You know the television control is teeming with bacteria, but you still want to watch a movie or TV show. Instead of avoiding the TV altogether, pack a plastic baggie or shower cap and place your hand in it before handling the remote. That way, you've got a barrier between the bacteria and your skin and you can still enjoy some on-screen entertainment.

Sanitizing wipes are another easy thing to pack and use to clean your hotel room a bit more thoroughly. Gerba suggested a quick wipe down of table tops, such as the desk and bedside table, and bathroom counters to disinfect any areas the cleaning staff may have missed. Objects that people touch often and are harder to clean (like room phones and alarm clocks) could benefit from a wipe down, too.

If you notice something off like dirty glasses or hair from a previous hotel guest in your room, notify the hotel. After a guest checks out, housekeepers should be changing all of the bedding, vacuuming, dusting, cleaning the shower, toilet and the bathroom floor, "erasing any kind of evidence of a previous customer," as Corrigan put it. Glassware should also be washed and sanitized through a dishwasher, according to Corrigan and the American Hotel & Lodging Association.

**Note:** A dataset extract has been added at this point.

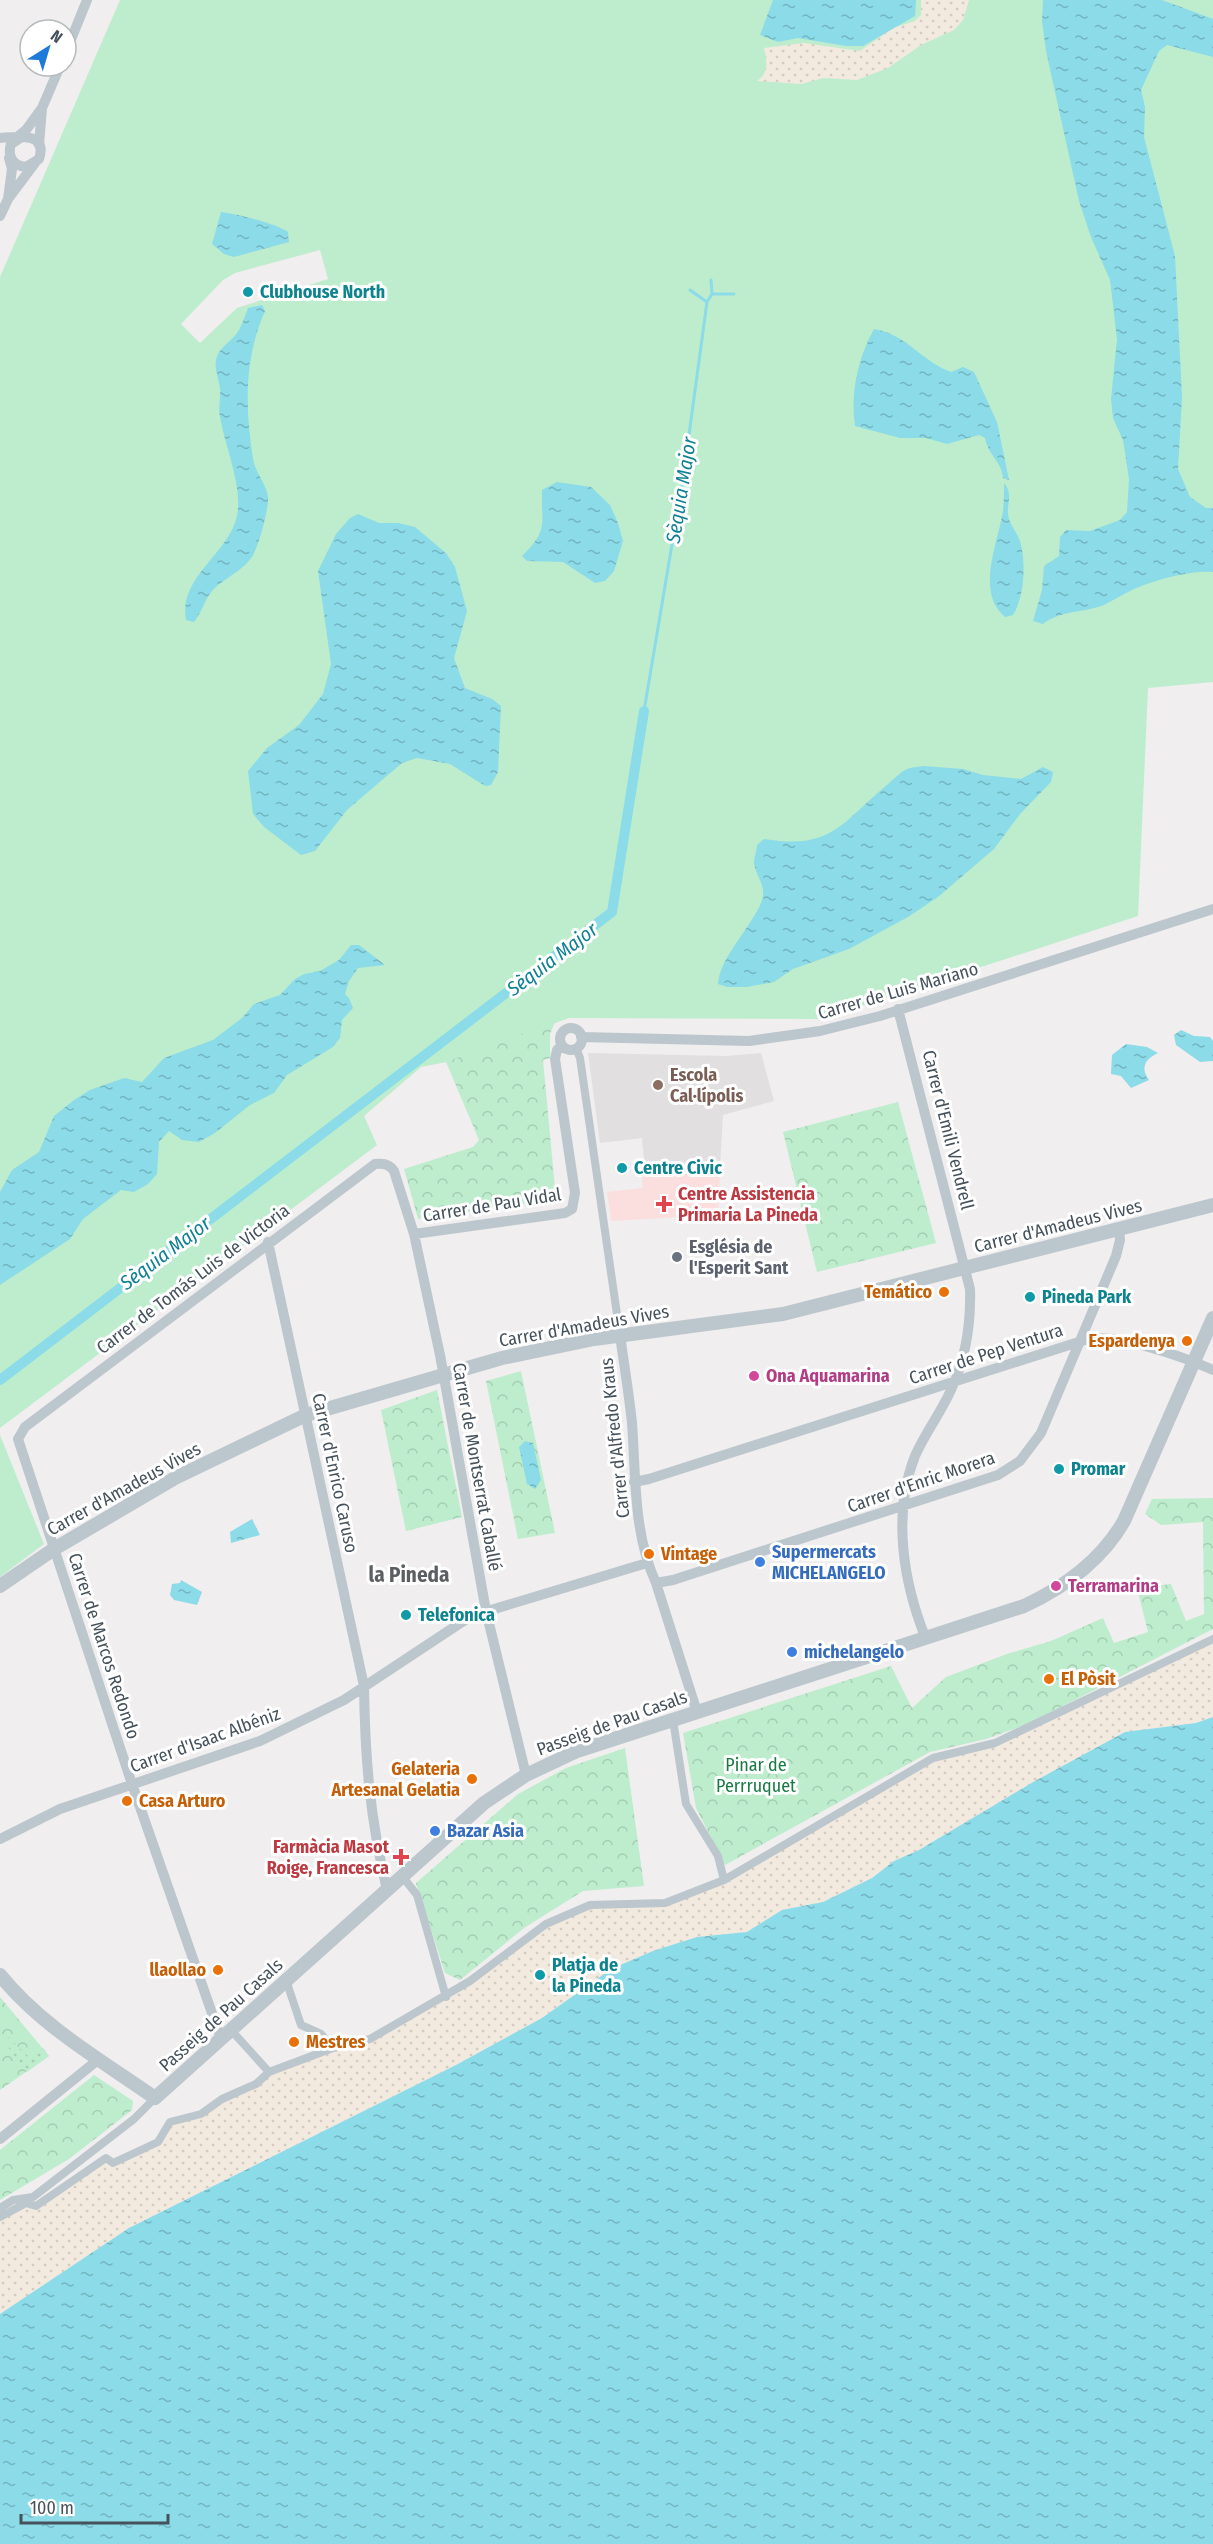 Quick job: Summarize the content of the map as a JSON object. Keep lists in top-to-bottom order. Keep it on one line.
{"streets":{"street":["Carrer de Luis Mariano","Carrer d'Emili Vendrell","Carrer de Pau Vidal","Carrer d'Amadeus Vives","Carrer de Tomás Luis de Victoria","Carrer de Pep Ventura","Carrer d'Alfredo Kraus","Carrer de Montserrat Caballé","Carrer d'Enrico Caruso","Carrer d'Enric Morera","Carrer de Marcos Redondo","Passeig de Pau Casals","Carrer d'Isaac Albéniz"]},"crossings":[["Carrer de Luis Mariano","Carrer d'Emili Vendrell"],["Carrer de Luis Mariano","Carrer de Pau Vidal"],["Carrer de Luis Mariano","Carrer d'Alfredo Kraus"],["Carrer d'Emili Vendrell","Carrer d'Amadeus Vives"],["Carrer d'Emili Vendrell","Carrer de Pep Ventura"],["Carrer d'Emili Vendrell","Carrer d'Enric Morera"],["Carrer d'Emili Vendrell","Passeig de Pau Casals"],["Carrer de Pau Vidal","Carrer d'Alfredo Kraus"],["Carrer de Pau Vidal","Carrer de Montserrat Caballé"],["Carrer d'Amadeus Vives","Carrer d'Alfredo Kraus"],["Carrer d'Amadeus Vives","Carrer de Montserrat Caballé"],["Carrer d'Amadeus Vives","Carrer d'Enrico Caruso"],["Carrer d'Amadeus Vives","Carrer d'Enric Morera"],["Carrer d'Amadeus Vives","Carrer de Marcos Redondo"],["Carrer de Tomás Luis de Victoria","Carrer de Montserrat Caballé"],["Carrer de Tomás Luis de Victoria","Carrer d'Enrico Caruso"],["Carrer de Tomás Luis de Victoria","Carrer de Marcos Redondo"],["Carrer de Pep Ventura","Carrer d'Alfredo Kraus"],["Carrer de Pep Ventura","Carrer d'Enric Morera"],["Carrer de Pep Ventura","Passeig de Pau Casals"],["Carrer d'Alfredo Kraus","Carrer d'Enric Morera"],["Carrer d'Alfredo Kraus","Passeig de Pau Casals"],["Carrer d'Alfredo Kraus","Carrer d'Isaac Albéniz"],["Carrer de Montserrat Caballé","Passeig de Pau Casals"],["Carrer de Montserrat Caballé","Carrer d'Isaac Albéniz"],["Carrer d'Enrico Caruso","Passeig de Pau Casals"],["Carrer d'Enrico Caruso","Carrer d'Isaac Albéniz"],["Carrer de Marcos Redondo","Passeig de Pau Casals"],["Carrer de Marcos Redondo","Carrer d'Isaac Albéniz"]],"districts":["la Pineda"],"water":["Sèquia Major"],"parks":["Pinar de Perrruquet"],"places":{"other":["Clubhouse North","Escola Cal·lípolis","Centre Civic","Església de l'Esperit Sant","Temático","Pineda Park","Espardenya","Ona Aquamarina","Promar","Vintage","Supermercats MICHELANGELO","Terramarina","Telefonica","michelangelo","El Pòsit","Gelateria Artesanal Gelatia","Casa Arturo","Bazar Asia","llaollao","Platja de la Pineda","Mestres"],"health":["Centre Assistencia Primaria La Pineda","Farmàcia Masot Roige, Francesca"]},"scale_bar":"100 m","north":"top right"}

"If [guests] find something that doesn't look like it's been cleaned properly, they need to bring it to the attention of the hotel and allow [the staff] the opportunity to fix it … ask the hotel to make it right," Corrigan explained. "That's also a training opportunity for the hotel. If something isn't right, we'll go back and make sure [housekeepers] are retrained so they are cleaning the rooms in the best manner possible."